We want to find $u \in H^{1}_{0}(\Omega)$, such that $$\int_\Omega \lambda \nabla u\nabla v dx =\int_\Omega fvdx \text{ } \forall v \in H^{1}_{0}(\Omega) $$ We then define the bilinear form $a(u,v) :=\int_\Omega \lambda \nabla u\nabla v dx $, which is bounded: $$ |a(u,v)| = |\lambda| |\int_\Omega \nabla u\nabla v dx| \leq ||u||_{H^{1}_{0}(\Omega)} ||v||_{H^{1}_{0}(\Omega)}$$
We can now say, that the functional $v \rightarrow a(u,v)$ lives in the dualspace $H^{1}_{0}(\Omega)^*$. By our first equation, we get $$\int_\Omega fvdx = a(u,v)\text{ }\forall v \in H^{1}_{0}(\Omega)$$ Since $H^{1}_{0}(\Omega)$ is a Hilbert Space, we can identify it with its dual, so we can now say: $$f(v) = a(u,v)$$ Is that correct? I One thing that confuses me, is that my book does the derivation of the weak formulation of the stationary heat conduction in almost the same way, but uses a testfunction $v \in C^{\infty}_0$ instead of $H^{1}_{0}(\Omega)$. What makes the difference in that? Bonusquestion: I always assumed that the 0 in the subscript of $H^{1}_{0}(\Omega)$ claims compact support. But does it really??
Thanks!
The $0$ subscript does not mean compact support. The definition is
$$H^1_0(\Omega) = \text{Closure}(C^\infty_0(\Omega)),$$
where closure is under the $H^1$ norm. Thus, $C^\infty_0(\Omega)$ is dense in $H^1_0(\Omega)$, which means any $u\in H^1_0(\Omega)$ can be approximated arbitrarily well (in the $H^1$ norm) by a smooth function with compact support, even though $u$ may not itself have compact support.

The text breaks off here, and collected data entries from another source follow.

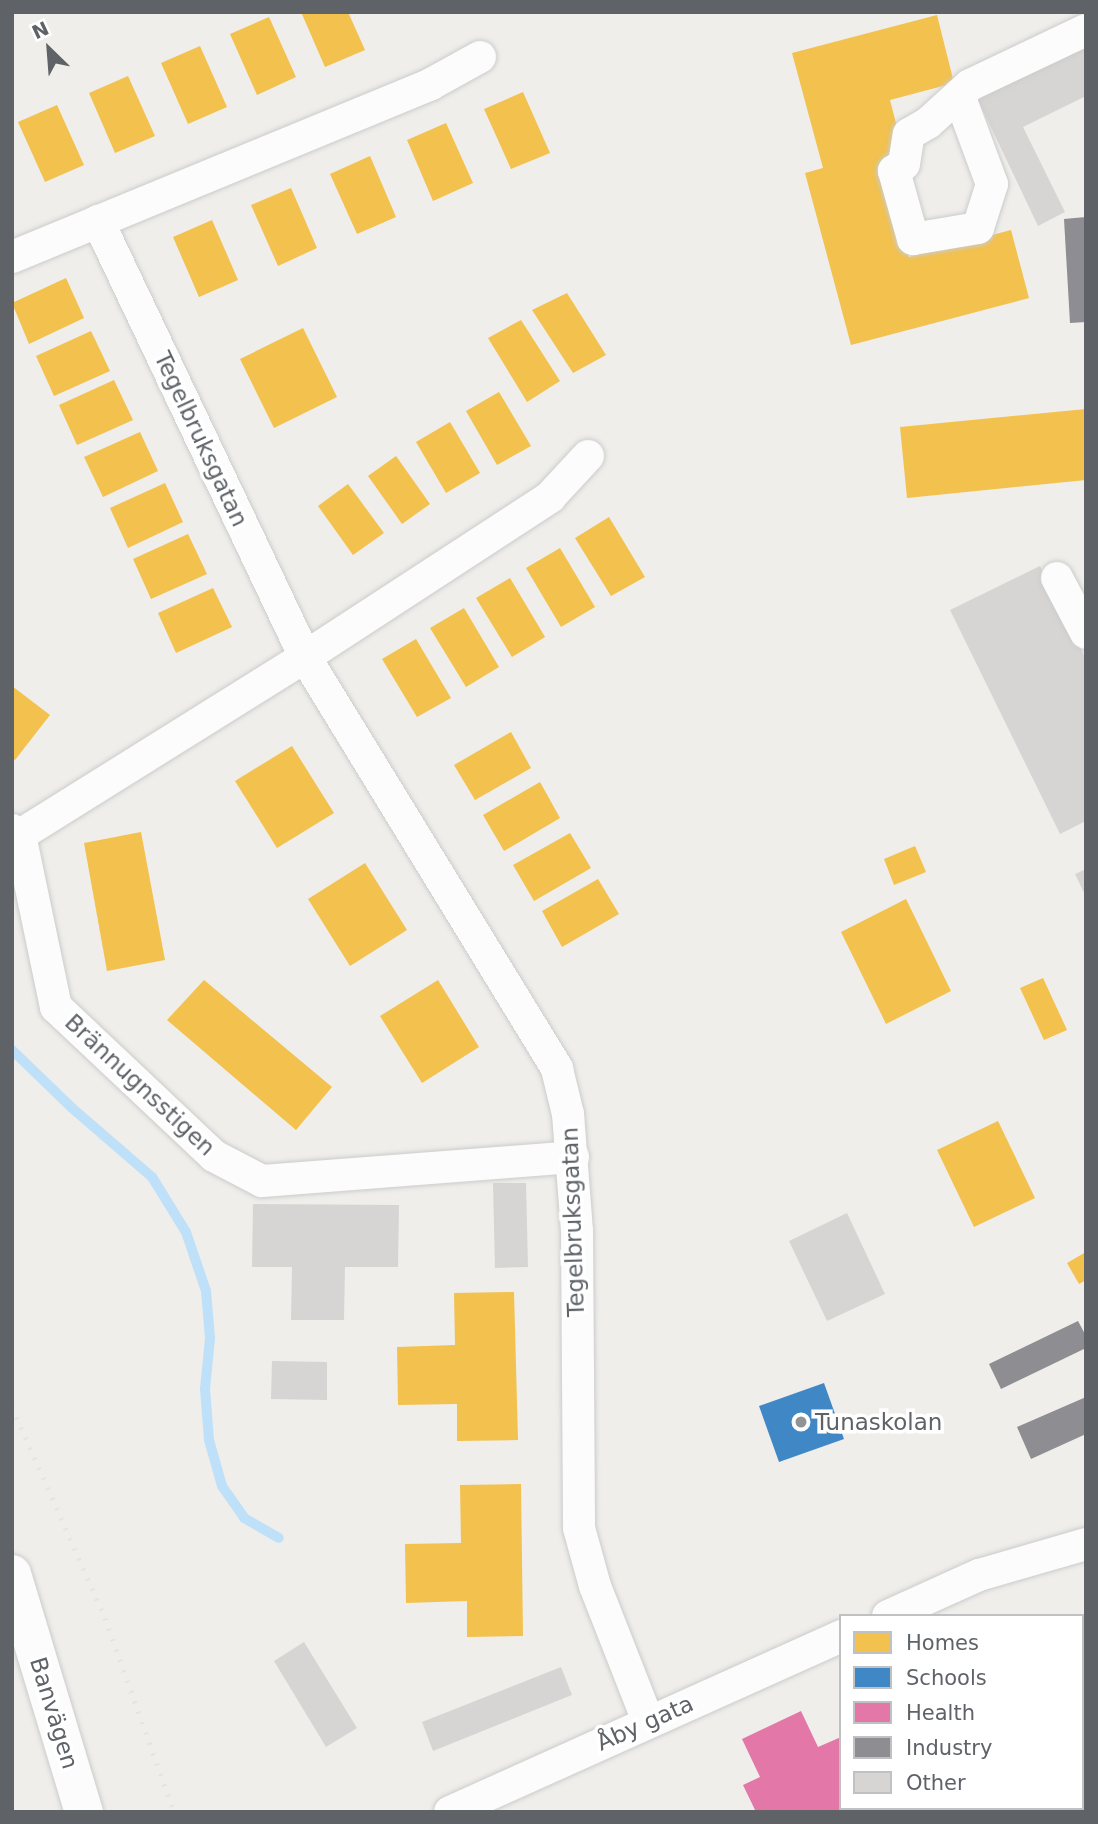 <!DOCTYPE html>
<meta charset="utf-8">
<style>
body{margin:0}
#map{position:relative;width:1098px;height:1824px;overflow:hidden;background:#efeeea;font-family:"DejaVu Sans",sans-serif}
div>[style]{position:absolute}
[style*='--x']{left:calc(var(--x)*1px);top:calc(var(--y)*1px);width:calc(var(--w)*1px);rotate:calc(var(--a)*1deg)}
.homes>*{inset:0;background:#f2c14e}
.schools>*{inset:0;background:#3f88c5}
.health>*{inset:0;background:#e377a8}
.industry>*{inset:0;background:#8d8d92}
.stream>*{height:10px;margin:-5px;padding:0 5px;transform-origin:5px;border-radius:5px;background:#bfe0f9}
.building>*{inset:0;background:#d6d5d3}
.roads{filter:drop-shadow(0 0 2px #cbcccc) drop-shadow(0 0 2px #cbcccc)}
.minor>*{height:32px;margin:-16px;padding:0 16px;transform-origin:16px;border-radius:16px;background:#fdfcfc}
.tertiary>*{height:38px;margin:-19px;padding:0 19px;transform-origin:19px;border-radius:19px;background:#fdfcfc}
.rail>*{height:5px;margin-top:-2.5px;transform-origin:0;background:repeating-linear-gradient(90deg,#e4e4e4 0 2px,transparent 0 11px)}
.dots>*{width:19px;height:19px;translate:-50% -50%;box-sizing:border-box;border:4px solid #fff;border-radius:50%}
span{translate:-50% -50%;white-space:nowrap;text-align:center;line-height:1.15;-webkit-text-stroke:7px #fff;paint-order:stroke}
.street-label{font-size:23px;color:#5f6368}
.poi-label{font-size:23px;color:#5f6368}
.left{translate:0 -50%;text-align:left}
.frame{position:absolute;inset:0;border:14px solid #5f6368;pointer-events:none}
.legend{position:absolute;left:839px;top:1614px;width:245px;height:196px;box-sizing:border-box;background:#fff;border:2px solid #bfc1c3;margin:0;padding:9px 12px;list-style:none;font-size:21px;color:#5f6368}
.legend li{display:flex;align-items:center;gap:14px;height:35px}
.legend b{width:35px;border:2px solid #bfc1c3}
.north{position:absolute;left:14px;top:14px;width:70px;height:70px;-webkit-text-stroke:5px #fff;paint-order:stroke;rotate:335deg;font-size:19px;font-weight:700;line-height:28px;text-align:center;color:#5f6368}
.north::after{content:'';display:block;margin:auto;width:24px;height:32px;background:#5f6368;clip-path:polygon(50% 0,100% 100%,50% 72%,0 100%)}
</style>
<div id="map">
<div class="homes">
<div style="clip-path:polygon(301px 12px,348px 12px,365px 50px,325px 67px)"></div>
<div style="clip-path:polygon(937px 15px,954px 83px,890px 100px,904px 154px,883px 159px,909px 257px,1011px 230px,1029px 298px,851px 345px,805px 173px,823px 168px,792px 53px)"></div>
<div style="clip-path:polygon(269px 17px,296px 77px,257px 95px,230px 34px)"></div>
<div style="clip-path:polygon(200px 46px,227px 107px,188px 124px,161px 63px)"></div>
<div style="clip-path:polygon(128px 76px,155px 136px,115px 153px,89px 93px)"></div>
<div style="clip-path:polygon(523px 92px,550px 153px,511px 169px,484px 109px)"></div>
<div style="clip-path:polygon(57px 105px,84px 165px,45px 182px,18px 122px)"></div>
<div style="clip-path:polygon(446px 123px,473px 183px,433px 201px,407px 140px)"></div>
<div style="clip-path:polygon(370px 156px,396px 217px,357px 234px,330px 174px)"></div>
<div style="clip-path:polygon(291px 188px,317px 248px,278px 266px,251px 205px)"></div>
<div style="clip-path:polygon(212px 220px,238px 280px,199px 297px,173px 237px)"></div>
<div style="clip-path:polygon(66px 278px,84px 318px,29px 344px,12px 303px)"></div>
<div style="clip-path:polygon(567px 293px,606px 355px,573px 373px,532px 310px)"></div>
<div style="clip-path:polygon(521px 320px,560px 381px,527px 402px,488px 338px)"></div>
<div style="clip-path:polygon(303px 328px,337px 397px,274px 428px,240px 359px)"></div>
<div style="clip-path:polygon(91px 331px,110px 371px,54px 396px,36px 356px)"></div>
<div style="clip-path:polygon(114px 380px,133px 420px,77px 445px,59px 405px)"></div>
<div style="clip-path:polygon(499px 392px,531px 446px,497px 465px,466px 411px)"></div>
<div style="clip-path:polygon(1086px 409px,1086px 480px,907px 498px,900px 427px)"></div>
<div style="clip-path:polygon(450px 422px,480px 473px,446px 493px,416px 442px)"></div>
<div style="clip-path:polygon(140px 432px,158px 471px,103px 497px,84px 457px)"></div>
<div style="clip-path:polygon(396px 456px,430px 504px,402px 524px,368px 476px)"></div>
<div style="clip-path:polygon(165px 483px,183px 522px,128px 548px,110px 508px)"></div>
<div style="clip-path:polygon(348px 484px,384px 533px,353px 555px,318px 506px)"></div>
<div style="clip-path:polygon(609px 517px,645px 577px,611px 596px,575px 538px)"></div>
<div style="clip-path:polygon(188px 534px,207px 574px,151px 599px,133px 559px)"></div>
<div style="clip-path:polygon(560px 548px,595px 607px,561px 627px,526px 568px)"></div>
<div style="clip-path:polygon(510px 578px,545px 637px,512px 657px,476px 598px)"></div>
<div style="clip-path:polygon(213px 588px,232px 627px,176px 653px,158px 613px)"></div>
<div style="clip-path:polygon(464px 608px,499px 667px,466px 687px,430px 628px)"></div>
<div style="clip-path:polygon(416px 639px,451px 698px,417px 717px,382px 659px)"></div>
<div style="clip-path:polygon(12px 686px,50px 715px,15px 760px,12px 758px)"></div>
<div style="clip-path:polygon(511px 732px,531px 768px,475px 800px,454px 765px)"></div>
<div style="clip-path:polygon(292px 746px,334px 813px,277px 848px,235px 781px)"></div>
<div style="clip-path:polygon(540px 782px,560px 818px,504px 851px,483px 815px)"></div>
<div style="clip-path:polygon(141px 832px,165px 960px,107px 971px,84px 843px)"></div>
<div style="clip-path:polygon(570px 833px,591px 868px,534px 901px,513px 865px)"></div>
<div style="clip-path:polygon(915px 846px,926px 872px,894px 885px,884px 859px)"></div>
<div style="clip-path:polygon(365px 863px,407px 930px,350px 966px,308px 899px)"></div>
<div style="clip-path:polygon(598px 879px,619px 914px,562px 947px,542px 911px)"></div>
<div style="clip-path:polygon(906px 899px,951px 991px,886px 1024px,841px 932px)"></div>
<div style="clip-path:polygon(1043px 978px,1067px 1030px,1044px 1040px,1020px 988px)"></div>
<div style="clip-path:polygon(204px 980px,332px 1087px,296px 1130px,167px 1020px)"></div>
<div style="clip-path:polygon(438px 980px,479px 1047px,422px 1083px,380px 1016px)"></div>
<div style="clip-path:polygon(998px 1121px,1035px 1198px,974px 1227px,937px 1150px)"></div>
<div style="clip-path:polygon(1086px 1252px,1086px 1280px,1079px 1284px,1067px 1263px)"></div>
<div style="clip-path:polygon(514px 1292px,518px 1440px,457px 1441px,457px 1404px,398px 1405px,397px 1347px,455px 1345px,454px 1293px)"></div>
<div style="clip-path:polygon(521px 1484px,523px 1636px,467px 1637px,467px 1601px,406px 1603px,405px 1544px,461px 1543px,460px 1485px)"></div>
</div>
<div class="schools">
<div style="clip-path:polygon(824px 1383px,844px 1439px,779px 1462px,759px 1406px)"></div>
</div>
<div class="health">
<div style="clip-path:polygon(801px 1711px,818px 1747px,841px 1737px,841px 1808px,1069px 1808px,1071px 1812px,756px 1812px,743px 1785px,760px 1777px,742px 1739px)"></div>
</div>
<div class="industry">
<div style="clip-path:polygon(1086px 217px,1086px 322px,1070px 323px,1064px 219px)"></div>
<div style="clip-path:polygon(1078px 1321px,1086px 1336px,1086px 1348px,1001px 1389px,989px 1364px)"></div>
<div style="clip-path:polygon(1086px 1397px,1086px 1434px,1031px 1459px,1017px 1427px)"></div>
</div>
<div class="stream">
<div style="--x:12;--y:1050;--w:83;--a:44"></div>
<div style="--x:72;--y:1108;--w:106;--a:40.8"></div>
<div style="--x:152;--y:1177;--w:65;--a:58.3"></div>
<div style="--x:186;--y:1232;--w:62;--a:71.3"></div>
<div style="--x:206;--y:1291;--w:47;--a:85.1"></div>
<div style="--x:210;--y:1338;--w:51;--a:95.6"></div>
<div style="--x:205;--y:1389;--w:51;--a:85.5"></div>
<div style="--x:209;--y:1440;--w:48;--a:74.2"></div>
<div style="--x:222;--y:1486;--w:39;--a:55"></div>
<div style="--x:244;--y:1518;--w:40;--a:29.7"></div>
</div>
<div class="building">
<div style="clip-path:polygon(1086px 46px,1086px 96px,1023px 127px,1065px 212px,1038px 226px,977px 98px)"></div>
<div style="clip-path:polygon(1040px 566px,1086px 659px,1086px 821px,1060px 834px,950px 610px)"></div>
<div style="clip-path:polygon(1086px 869px,1086px 897px,1075px 874px)"></div>
<div style="clip-path:polygon(493px 1183px,526px 1183px,528px 1267px,495px 1268px)"></div>
<div style="clip-path:polygon(253px 1204px,399px 1205px,398px 1267px,345px 1267px,344px 1320px,291px 1320px,292px 1267px,252px 1267px)"></div>
<div style="clip-path:polygon(847px 1213px,885px 1294px,827px 1321px,789px 1241px)"></div>
<div style="clip-path:polygon(272px 1361px,327px 1362px,327px 1400px,271px 1399px)"></div>
<div style="clip-path:polygon(304px 1642px,357px 1728px,326px 1747px,274px 1661px)"></div>
<div style="clip-path:polygon(561px 1667px,572px 1695px,433px 1751px,422px 1722px)"></div>
<div style="clip-path:polygon(1086px 1705px,1086px 1799px,1082px 1792px,1082px 1707px)"></div>
</div>
<div class="roads">
<div class="minor">
<div style="--x:959;--y:95;--w:95;--a:69.7"></div>
<div style="--x:992;--y:184;--w:46;--a:107.7"></div>
<div style="--x:978;--y:228;--w:66;--a:170.4"></div>
<div style="--x:913;--y:239;--w:71;--a:-105.6"></div>
<div style="--x:894;--y:171;--w:12;--a:-35"></div>
<div style="--x:904;--y:164;--w:30;--a:-81"></div>
<div style="--x:909;--y:134;--w:22;--a:-30"></div>
<div style="--x:928;--y:123;--w:42;--a:-42.1"></div>
<div style="--x:959;--y:95;--w:15;--a:-42"></div>
<div style="--x:970;--y:85;--w:128;--a:-25.4"></div>
<div style="--x:98;--y:221;--w:483;--a:64.6"></div>
<div style="--x:305;--y:657;--w:483;--a:58.5"></div>
<div style="--x:557;--y:1069;--w:46;--a:76.3"></div>
<div style="--x:568;--y:1114;--w:117;--a:85.6"></div>
<div style="--x:577;--y:1231;--w:297;--a:89.6"></div>
<div style="--x:579;--y:1528;--w:60;--a:74.6"></div>
<div style="--x:595;--y:1586;--w:145;--a:68.6"></div>
<div style="--x:12;--y:257;--w:453;--a:-22.4"></div>
<div style="--x:431;--y:84;--w:56;--a:-28.9"></div>
<div style="--x:1057;--y:578;--w:62;--a:62.2"></div>
<div style="--x:12;--y:830;--w:9;--a:32"></div>
<div style="--x:20;--y:835;--w:176;--a:78.2"></div>
<div style="--x:56;--y:1007;--w:217;--a:43.3"></div>
<div style="--x:214;--y:1156;--w:54;--a:27.5"></div>
<div style="--x:262;--y:1181;--w:312;--a:-4.4"></div>
<div style="--x:20;--y:835;--w:336;--a:-32"></div>
<div style="--x:305;--y:657;--w:293;--a:-33.1"></div>
<div style="--x:550;--y:497;--w:56;--a:-47.2"></div>
<div style="--x:888;--y:1616;--w:100;--a:-24.3"></div>
<div style="--x:979;--y:1575;--w:111;--a:-16.2"></div>
<div style="--x:450;--y:1812;--w:429;--a:-24.2"></div>
</div>
<div class="tertiary">
<div style="--x:12;--y:1574;--w:249;--a:73.2"></div>
</div>
</div>
<div class="rail">
<div style="--x:12;--y:1407;--w:231;--a:66.2"></div>
<div style="--x:105;--y:1618;--w:206;--a:70.4"></div>
</div>
<div class="dots">
<div style="left:801px;top:1422px;background:#919496"></div>
</div>
<div class="street-label">
<span style="left:201px;top:439px;rotate:65deg">Tegelbruksgatan</span>
<span style="left:140px;top:1085px;rotate:43deg">Brännugnsstigen</span>
<span style="left:573px;top:1222px;rotate:-92deg">Tegelbruksgatan</span>
<span style="left:54px;top:1713px;rotate:73deg">Banvägen</span>
<span style="left:645px;top:1723px;rotate:-24deg">Åby gata</span>
</div>
<div class="poi-label">
<span class="left" style="left:815px;top:1422px">Tunaskolan</span>
</div>
<div class="frame"></div>
<ul class="legend">
<li><b style="height:19px;background:#f2c14e"></b>Homes</li>
<li><b style="height:19px;background:#3f88c5"></b>Schools</li>
<li><b style="height:19px;background:#e377a8"></b>Health</li>
<li><b style="height:19px;background:#8d8d92"></b>Industry</li>
<li><b style="height:19px;background:#d6d5d3"></b>Other</li>
</ul>
<div class="north">N</div>
</div>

Since $C^\infty_0(\Omega)$ is dense in $H^1_0(\Omega)$, it does not matter whether your test functions belong to $C^\infty_0(\Omega)$ or $H^1_0(\Omega)$, the notion of weak solution is the same. Indeed, by density you can show that if the weak formulation held for just $C^\infty_0$ test functions, then it would hold for $H^1_0$ functions as well (by approximation).